We enjoy life the most during our young adult lives and again when we are on the cusp of becoming septuagenarians.
However, the long years in between appear to present many emotional peaks and valleys. That’s according to a new study, which finds that the two happiest years of a person’s life are 23 and 69.
The results of the study are being published this week by the Center for Economic Performance at the London School of Economics.
“One theory is that the U-shape is driven by unmet aspirations which are painfully felt in midlife but beneficially abandoned later in life,” Princeton researcher Hannes Schwandt, who led the London School of Economics study, told the Daily Mail.
Other recent studies have attempted to track happiness to economic security. For example, a 2010 Princeton study found that personal wealth does affect one’s respective happiness but only up to about $75,000. Beyond that, other studies have found that personal relationships and physical health are more intricately tied to happiness.
Another article published today looks at the “10 Habits of Happiness,” which include gratitude lists, getting enough sleep and spending time outdoors.
For the study, Schwandt and his team compared happiness levels for 23,161 Germans between the ages of 17 and 85.
Schwandt said individuals enter a lowered state of happiness at around age 55, when they begin to negatively analyze the various unrealized accomplishments in their lives. However, at around age 60, the happiness level begins a steady uptick as those same people move beyond their past regrets and enter a level of acceptance.

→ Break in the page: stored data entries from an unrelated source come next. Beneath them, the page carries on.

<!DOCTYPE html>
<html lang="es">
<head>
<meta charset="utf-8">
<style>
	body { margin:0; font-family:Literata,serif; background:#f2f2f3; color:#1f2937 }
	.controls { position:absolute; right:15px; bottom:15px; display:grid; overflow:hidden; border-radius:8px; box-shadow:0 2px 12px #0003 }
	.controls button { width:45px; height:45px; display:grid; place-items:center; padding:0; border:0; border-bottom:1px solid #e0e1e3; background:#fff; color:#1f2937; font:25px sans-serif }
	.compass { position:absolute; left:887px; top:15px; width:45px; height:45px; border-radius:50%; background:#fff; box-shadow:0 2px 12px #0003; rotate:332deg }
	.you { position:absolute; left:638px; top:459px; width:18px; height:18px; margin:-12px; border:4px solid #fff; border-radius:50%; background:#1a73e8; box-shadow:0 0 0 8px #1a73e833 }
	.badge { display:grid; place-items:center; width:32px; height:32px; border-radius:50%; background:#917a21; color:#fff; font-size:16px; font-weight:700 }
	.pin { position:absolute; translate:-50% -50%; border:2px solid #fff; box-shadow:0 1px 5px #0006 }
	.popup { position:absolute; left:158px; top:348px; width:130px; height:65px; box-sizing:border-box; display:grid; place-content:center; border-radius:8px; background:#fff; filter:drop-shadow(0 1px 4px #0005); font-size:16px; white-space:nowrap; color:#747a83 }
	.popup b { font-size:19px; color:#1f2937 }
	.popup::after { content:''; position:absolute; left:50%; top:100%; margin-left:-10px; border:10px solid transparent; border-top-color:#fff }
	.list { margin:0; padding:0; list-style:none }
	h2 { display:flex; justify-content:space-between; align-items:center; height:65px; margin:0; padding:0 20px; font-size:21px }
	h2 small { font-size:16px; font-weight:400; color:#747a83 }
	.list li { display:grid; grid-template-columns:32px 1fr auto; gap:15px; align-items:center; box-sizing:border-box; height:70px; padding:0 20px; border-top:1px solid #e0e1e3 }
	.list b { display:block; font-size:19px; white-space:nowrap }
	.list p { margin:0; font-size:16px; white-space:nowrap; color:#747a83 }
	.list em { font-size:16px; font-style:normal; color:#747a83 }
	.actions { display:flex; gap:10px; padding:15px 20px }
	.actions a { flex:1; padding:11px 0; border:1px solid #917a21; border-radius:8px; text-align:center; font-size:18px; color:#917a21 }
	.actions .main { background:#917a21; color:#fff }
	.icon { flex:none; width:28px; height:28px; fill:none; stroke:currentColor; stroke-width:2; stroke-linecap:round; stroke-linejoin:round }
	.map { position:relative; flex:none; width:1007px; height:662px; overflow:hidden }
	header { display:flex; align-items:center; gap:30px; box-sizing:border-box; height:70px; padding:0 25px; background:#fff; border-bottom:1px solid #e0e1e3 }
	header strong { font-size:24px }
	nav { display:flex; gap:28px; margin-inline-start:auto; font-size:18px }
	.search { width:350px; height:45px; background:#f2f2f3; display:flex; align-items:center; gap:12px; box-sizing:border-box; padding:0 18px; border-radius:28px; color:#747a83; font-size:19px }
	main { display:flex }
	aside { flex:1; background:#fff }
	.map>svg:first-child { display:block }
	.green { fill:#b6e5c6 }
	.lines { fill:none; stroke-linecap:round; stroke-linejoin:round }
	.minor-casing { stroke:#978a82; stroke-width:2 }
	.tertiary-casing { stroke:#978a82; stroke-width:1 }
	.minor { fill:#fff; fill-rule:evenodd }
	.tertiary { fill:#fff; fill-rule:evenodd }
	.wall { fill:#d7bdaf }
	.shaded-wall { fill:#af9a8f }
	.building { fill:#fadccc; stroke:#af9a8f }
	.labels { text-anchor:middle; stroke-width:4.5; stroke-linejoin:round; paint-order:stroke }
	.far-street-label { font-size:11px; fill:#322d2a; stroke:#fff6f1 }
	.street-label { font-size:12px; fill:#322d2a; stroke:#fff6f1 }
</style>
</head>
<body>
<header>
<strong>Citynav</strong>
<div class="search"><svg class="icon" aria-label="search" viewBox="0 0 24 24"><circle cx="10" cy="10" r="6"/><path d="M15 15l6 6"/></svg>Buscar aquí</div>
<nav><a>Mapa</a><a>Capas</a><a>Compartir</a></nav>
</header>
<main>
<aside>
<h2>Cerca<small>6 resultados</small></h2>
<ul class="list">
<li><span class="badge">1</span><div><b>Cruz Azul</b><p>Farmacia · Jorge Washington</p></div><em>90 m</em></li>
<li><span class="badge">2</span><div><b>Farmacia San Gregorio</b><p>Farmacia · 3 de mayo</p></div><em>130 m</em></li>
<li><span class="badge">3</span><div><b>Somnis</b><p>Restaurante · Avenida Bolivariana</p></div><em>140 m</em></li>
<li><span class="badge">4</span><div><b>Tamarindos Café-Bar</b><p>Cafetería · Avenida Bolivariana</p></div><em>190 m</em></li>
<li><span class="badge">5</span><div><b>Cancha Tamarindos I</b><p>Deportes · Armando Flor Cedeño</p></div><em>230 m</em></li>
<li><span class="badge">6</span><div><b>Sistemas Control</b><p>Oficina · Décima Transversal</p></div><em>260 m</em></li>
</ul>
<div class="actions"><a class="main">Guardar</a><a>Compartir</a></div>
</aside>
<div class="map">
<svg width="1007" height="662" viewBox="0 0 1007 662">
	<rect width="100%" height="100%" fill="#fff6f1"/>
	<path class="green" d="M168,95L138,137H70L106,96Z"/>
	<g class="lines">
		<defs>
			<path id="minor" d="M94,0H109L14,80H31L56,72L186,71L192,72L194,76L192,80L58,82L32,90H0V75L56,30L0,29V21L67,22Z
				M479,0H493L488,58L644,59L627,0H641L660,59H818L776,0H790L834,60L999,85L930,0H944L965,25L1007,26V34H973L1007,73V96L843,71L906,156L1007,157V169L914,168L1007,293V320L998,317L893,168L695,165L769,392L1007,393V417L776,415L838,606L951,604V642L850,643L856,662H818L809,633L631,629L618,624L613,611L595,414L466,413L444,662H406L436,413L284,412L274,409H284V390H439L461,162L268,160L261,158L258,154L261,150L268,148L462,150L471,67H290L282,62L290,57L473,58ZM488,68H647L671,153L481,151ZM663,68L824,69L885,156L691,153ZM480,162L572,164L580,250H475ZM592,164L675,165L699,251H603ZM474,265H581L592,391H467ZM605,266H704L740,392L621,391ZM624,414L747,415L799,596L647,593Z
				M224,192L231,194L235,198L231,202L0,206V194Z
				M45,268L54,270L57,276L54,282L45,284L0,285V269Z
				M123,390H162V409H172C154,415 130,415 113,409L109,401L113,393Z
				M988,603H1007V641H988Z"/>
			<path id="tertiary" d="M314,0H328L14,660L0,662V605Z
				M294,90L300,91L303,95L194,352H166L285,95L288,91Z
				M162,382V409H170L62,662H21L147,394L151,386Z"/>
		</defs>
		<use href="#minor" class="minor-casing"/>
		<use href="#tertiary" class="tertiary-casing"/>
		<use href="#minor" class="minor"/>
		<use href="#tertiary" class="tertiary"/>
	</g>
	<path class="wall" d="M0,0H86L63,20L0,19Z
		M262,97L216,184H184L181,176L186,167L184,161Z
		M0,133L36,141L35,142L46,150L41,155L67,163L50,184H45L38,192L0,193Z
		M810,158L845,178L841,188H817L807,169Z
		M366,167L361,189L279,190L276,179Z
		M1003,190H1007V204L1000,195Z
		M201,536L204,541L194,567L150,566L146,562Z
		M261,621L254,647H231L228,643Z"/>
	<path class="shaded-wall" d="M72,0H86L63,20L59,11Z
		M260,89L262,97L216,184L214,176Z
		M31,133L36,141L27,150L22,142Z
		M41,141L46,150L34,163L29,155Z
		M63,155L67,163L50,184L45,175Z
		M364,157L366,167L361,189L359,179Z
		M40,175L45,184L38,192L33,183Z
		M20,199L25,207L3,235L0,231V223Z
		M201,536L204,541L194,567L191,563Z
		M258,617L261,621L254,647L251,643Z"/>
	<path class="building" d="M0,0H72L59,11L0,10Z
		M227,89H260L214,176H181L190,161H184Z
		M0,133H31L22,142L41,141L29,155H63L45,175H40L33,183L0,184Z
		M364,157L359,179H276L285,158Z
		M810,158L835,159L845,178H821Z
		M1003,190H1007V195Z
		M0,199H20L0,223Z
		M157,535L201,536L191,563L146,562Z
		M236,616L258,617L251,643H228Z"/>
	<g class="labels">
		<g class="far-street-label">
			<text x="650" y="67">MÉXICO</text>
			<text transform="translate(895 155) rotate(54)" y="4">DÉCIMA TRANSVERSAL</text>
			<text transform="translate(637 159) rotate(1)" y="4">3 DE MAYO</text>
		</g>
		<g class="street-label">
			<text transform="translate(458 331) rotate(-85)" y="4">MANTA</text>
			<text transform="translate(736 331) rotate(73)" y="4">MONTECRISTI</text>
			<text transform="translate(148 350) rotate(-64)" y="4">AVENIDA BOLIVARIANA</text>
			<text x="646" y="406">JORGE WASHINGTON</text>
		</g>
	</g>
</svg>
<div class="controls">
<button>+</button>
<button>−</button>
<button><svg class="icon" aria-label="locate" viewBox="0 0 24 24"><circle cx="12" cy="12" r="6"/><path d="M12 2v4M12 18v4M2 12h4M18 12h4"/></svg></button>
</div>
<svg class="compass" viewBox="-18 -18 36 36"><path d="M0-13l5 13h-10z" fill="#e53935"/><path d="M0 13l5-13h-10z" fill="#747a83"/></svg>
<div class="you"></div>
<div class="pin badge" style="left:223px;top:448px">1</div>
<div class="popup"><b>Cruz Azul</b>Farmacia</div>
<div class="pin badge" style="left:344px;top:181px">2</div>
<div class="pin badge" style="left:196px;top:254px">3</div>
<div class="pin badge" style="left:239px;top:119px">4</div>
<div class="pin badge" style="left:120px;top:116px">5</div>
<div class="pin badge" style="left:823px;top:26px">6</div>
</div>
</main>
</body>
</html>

“People in their fifties could learn from the elderly, who generally feel less regret,” he said. “They should try not to be frustrated by their unmet expectations because they are probably not feeling much worse than their peers.”
However, the study found that happiness again begins to decline as individuals move into their 70s.
And if you want to take part in your own happiness survey, there’s a new app that lets users track their personal happiness and upload data that will be analyzed as part of a larger happiness study by the Harvard University Committee for the Use of Human Subjects.